THE ‘TERRORIST ATTACK’ THAT WASN’T: Politicians and pundits spread misinformation about a car accident at a Pride parade.

In a tragic traffic accident at the Wilton Manors Stonewall Pride march near Fort Lauderdale, a driver lost control of his vehicle and careered into members who were marching. One person was killed and another was hospitalized. This was of course not how social media saw it, as rumors of a terrorist attack rocketed around Twitter, aided in no small part by irresponsible comments from Fort Lauderdale mayor Dean Trantalis.

The mayor claimed on camera that the incident was a ‘terrorist attack against the LGBT community’. He then seemed to hint that the intended target was Rep. Debbie Wasserman Schultz: ‘Hardly an accident. It was deliberate, it was premeditated and it was targeted against a specific person. Luckily they missed that person, but unfortunately, they hit two other people.’

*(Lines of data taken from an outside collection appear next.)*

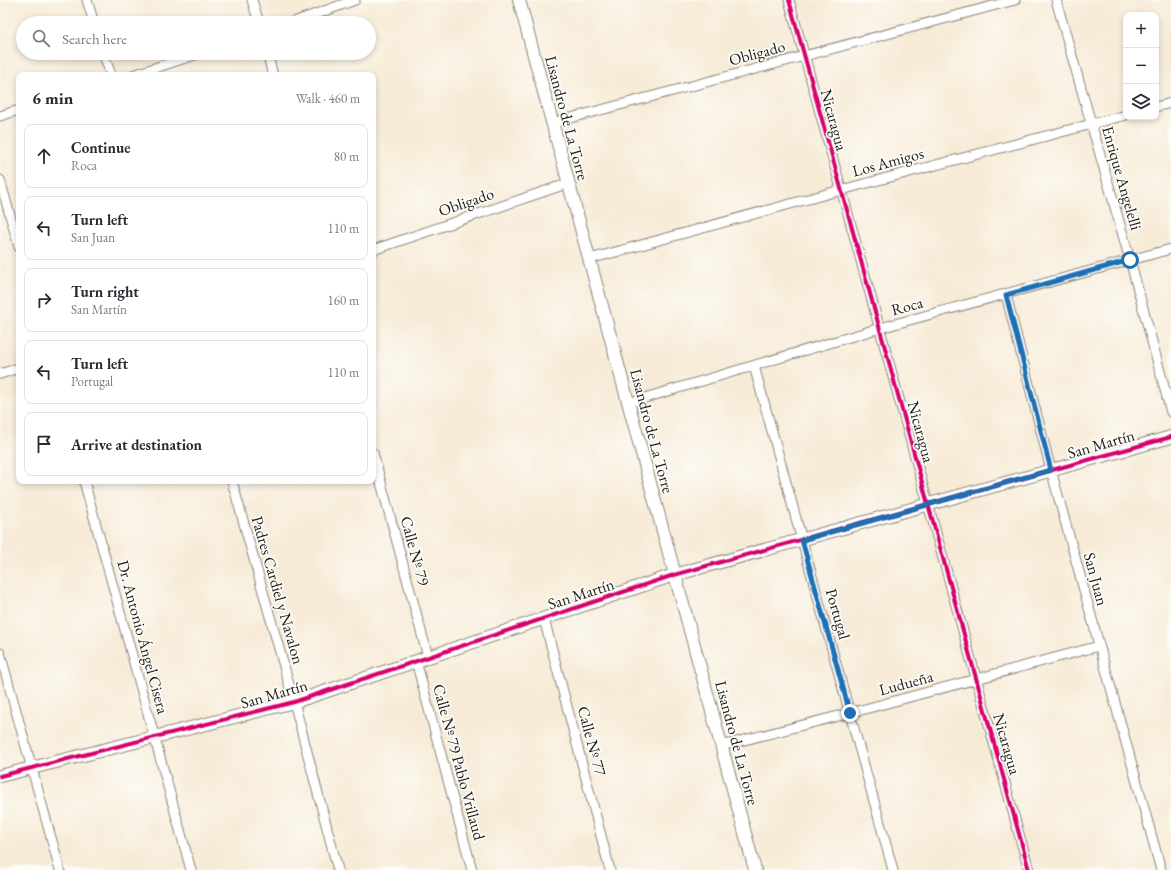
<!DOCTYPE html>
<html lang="en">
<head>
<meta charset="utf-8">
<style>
	body { margin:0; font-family:"EB Garamond",serif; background:#f2f2f3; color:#2b2b33 }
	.controls { position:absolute; right:12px; top:12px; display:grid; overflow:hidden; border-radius:8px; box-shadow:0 2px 6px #0003 }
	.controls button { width:36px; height:36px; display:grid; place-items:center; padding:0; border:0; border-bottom:1px solid #e1e1e2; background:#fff; color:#2b2b33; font:20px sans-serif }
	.stop { position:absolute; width:12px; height:12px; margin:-9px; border:3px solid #1f6fb2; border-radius:50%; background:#fff }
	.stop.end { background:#1f6fb2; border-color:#fff; box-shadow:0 1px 4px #0008 }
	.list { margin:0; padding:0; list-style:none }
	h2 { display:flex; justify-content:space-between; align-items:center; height:52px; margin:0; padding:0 16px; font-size:17px }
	h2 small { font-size:13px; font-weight:400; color:#7c7c81 }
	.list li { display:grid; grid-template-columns:26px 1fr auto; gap:12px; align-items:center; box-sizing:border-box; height:64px; margin:0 8px 8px; padding:0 8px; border:1px solid #e1e1e2; border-radius:8px }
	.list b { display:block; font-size:15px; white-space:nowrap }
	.list p { margin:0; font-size:13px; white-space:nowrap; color:#7c7c81 }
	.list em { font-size:13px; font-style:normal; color:#7c7c81 }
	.icon { flex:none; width:22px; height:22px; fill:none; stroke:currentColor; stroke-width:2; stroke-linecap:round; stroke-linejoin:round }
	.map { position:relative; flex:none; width:1171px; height:870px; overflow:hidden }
	.search { position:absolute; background:#fff; box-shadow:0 2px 6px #0003; left:16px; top:16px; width:360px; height:44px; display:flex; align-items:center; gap:10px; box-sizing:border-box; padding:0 14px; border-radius:22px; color:#7c7c81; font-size:15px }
	.panel { position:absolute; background:#fff; box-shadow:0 2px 6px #0003; left:16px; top:72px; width:360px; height:412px; border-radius:8px }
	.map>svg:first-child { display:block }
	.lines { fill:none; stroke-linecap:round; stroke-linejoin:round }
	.minor-casing { stroke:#8a847a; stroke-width:11 }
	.tertiary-casing { stroke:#8a847a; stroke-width:14 }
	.minor { stroke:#fff; stroke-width:9 }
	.tertiary { stroke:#fff; stroke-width:12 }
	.cycleway-casing { stroke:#fdfcf7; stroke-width:6 }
	.cycleway { stroke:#d6006c; stroke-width:4 }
	.route { stroke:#1f6fb2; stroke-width:5 }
	.labels { text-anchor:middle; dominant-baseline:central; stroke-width:3.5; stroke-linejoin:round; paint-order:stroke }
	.street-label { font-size:16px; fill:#1c1c1c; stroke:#fdfcf7 }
</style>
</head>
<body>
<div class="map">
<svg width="1171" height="870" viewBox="0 0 1171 870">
	<rect width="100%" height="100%" fill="#fdfcf7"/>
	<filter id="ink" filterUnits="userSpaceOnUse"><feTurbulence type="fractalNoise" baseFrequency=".025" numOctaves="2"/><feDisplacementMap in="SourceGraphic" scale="8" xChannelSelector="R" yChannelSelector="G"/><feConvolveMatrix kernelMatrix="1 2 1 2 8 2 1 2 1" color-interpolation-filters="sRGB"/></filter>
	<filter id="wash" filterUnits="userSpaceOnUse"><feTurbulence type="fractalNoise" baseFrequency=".012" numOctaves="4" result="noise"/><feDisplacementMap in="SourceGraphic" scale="16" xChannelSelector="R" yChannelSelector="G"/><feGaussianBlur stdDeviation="0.9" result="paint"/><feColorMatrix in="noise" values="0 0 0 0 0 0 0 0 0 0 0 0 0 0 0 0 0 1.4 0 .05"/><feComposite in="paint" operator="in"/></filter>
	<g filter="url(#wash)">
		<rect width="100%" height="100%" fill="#f7ebd7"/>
	</g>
	<g filter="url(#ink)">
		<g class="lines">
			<defs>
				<path id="minor" d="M 87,0 L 94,23
					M 252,0 L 259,23
					M 789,0 L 1029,870
					M 1056,0 L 1130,260 L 1171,412
					M 291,23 L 355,0
					M 103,53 L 111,75
					M 267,53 L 273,75
					M 133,75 L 201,53
					M 1156,107 L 1171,103
					M 0,116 L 19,110
					M 552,123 L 1015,0
					M 0,180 L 19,247
					M 373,250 L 569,183
					M 590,259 L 841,190 L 1126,115
					M 1006,295 L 1051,470 L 1161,870
					M 754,366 L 893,870
					M 0,374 L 19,368
					M 628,403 L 880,328 L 1171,249
					M 373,453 L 428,657
					M 84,481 L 191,870
					M 232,481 L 294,702 L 338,870
					M 544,619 L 610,870
					M 0,653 L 60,870
					M 416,661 L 472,870
					M 721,746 L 850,713 L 1099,646"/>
				<path id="tertiary" d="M 519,0 L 755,870
					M 0,776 L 294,702 L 674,575 L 1171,437"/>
			</defs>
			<use href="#minor" class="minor-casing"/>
			<use href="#tertiary" class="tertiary-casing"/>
			<use href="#minor" class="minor"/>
			<use href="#tertiary" class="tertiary"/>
			<defs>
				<path id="cycleway" d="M 789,0 L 1029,870
					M 0,776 L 294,702 L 674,575 L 1171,437"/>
			</defs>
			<use href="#cycleway" class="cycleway-casing"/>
			<use href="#cycleway" class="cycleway"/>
		</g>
	</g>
	<g class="lines" filter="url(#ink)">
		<path class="route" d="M 850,713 L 802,540 L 1051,470 L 1006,295 L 1130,260"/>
	</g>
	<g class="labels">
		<g class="street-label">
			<text transform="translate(757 53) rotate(-15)">Obligado</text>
			<text transform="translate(567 118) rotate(75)">Lisandro de La Torre</text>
			<text transform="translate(834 120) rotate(75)">Nicaragua</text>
			<text transform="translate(888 162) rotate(-15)">Los Amigos</text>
			<text transform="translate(1122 178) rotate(74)">Enrique Angelelli</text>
			<text transform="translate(466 202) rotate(-19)">Obligado</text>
			<text transform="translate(907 306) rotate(-15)">Roca</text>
			<text transform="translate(652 431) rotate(75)">Lisandro de La Torre</text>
			<text transform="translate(921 432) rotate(75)">Nicaragua</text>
			<text transform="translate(1101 444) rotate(-16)">San Martín</text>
			<text transform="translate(415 551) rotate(75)">Calle Nº 79</text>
			<text transform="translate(1096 579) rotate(75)">San Juan</text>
			<text transform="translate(278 590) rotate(74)">Padres Cardiel y Navalon</text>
			<text transform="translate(581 594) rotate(-18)">San Martín</text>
			<text transform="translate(838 614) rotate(74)">Portugal</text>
			<text transform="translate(143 637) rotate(75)">Dr. Antonio Ángel Cisera</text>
			<text transform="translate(906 683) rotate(-15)">Ludueña</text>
			<text transform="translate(274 694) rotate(-16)">San Martín</text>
			<text transform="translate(592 741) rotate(75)">Calle Nº 77</text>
			<text transform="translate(737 743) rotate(75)">Lisandro de La Torre</text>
			<text transform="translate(1007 744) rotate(74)">Nicaragua</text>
			<text transform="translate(459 762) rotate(75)">Calle Nº 79 Pablo Vrillaud</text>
		</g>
	</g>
</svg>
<div class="controls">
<button>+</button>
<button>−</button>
<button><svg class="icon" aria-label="layers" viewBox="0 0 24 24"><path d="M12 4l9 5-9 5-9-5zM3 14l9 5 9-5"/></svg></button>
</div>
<div class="stop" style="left:1130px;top:260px"></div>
<div class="stop end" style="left:850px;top:713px"></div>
<div class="search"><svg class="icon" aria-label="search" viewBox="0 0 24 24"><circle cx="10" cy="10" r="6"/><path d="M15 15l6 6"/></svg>Search here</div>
<section class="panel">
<h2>6 min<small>Walk · 460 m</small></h2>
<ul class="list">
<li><svg class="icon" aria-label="ahead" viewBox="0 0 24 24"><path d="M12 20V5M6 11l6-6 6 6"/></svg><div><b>Continue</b><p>Roca</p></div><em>80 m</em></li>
<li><svg class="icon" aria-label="left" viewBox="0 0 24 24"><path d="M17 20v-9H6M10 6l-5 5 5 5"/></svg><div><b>Turn left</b><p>San Juan</p></div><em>110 m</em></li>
<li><svg class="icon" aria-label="right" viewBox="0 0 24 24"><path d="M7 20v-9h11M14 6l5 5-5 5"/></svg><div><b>Turn right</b><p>San Martín</p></div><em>160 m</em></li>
<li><svg class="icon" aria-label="left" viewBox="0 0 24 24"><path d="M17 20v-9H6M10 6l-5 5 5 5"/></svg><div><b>Turn left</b><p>Portugal</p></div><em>110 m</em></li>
<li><svg class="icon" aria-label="arrive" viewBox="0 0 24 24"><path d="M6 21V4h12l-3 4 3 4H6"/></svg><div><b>Arrive at destination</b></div></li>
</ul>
</section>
</div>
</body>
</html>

Fueled by the mayor’s statement, several activists and journalists on Twitter began to speculate. Once the official statement was released and the mayor had recanted his account, mainstream journalists like New York Times reporter Maggie Haberman and CNN’s Reliable Sources host Brian Stelter turned their ire towards a usual target — Fox News — for simply reporting on comments made about the accident.

For years in academia, the will to power has derived from victimhood, aka “safetyism.” As with the New York Times staffers’ reaction to Tom Cotton’s op-ed last year and the Atlantic’s crybully meltdown over Kevin Williamson in 2018, it’s no surprise to see that mindset seep further into the DNC-MSM.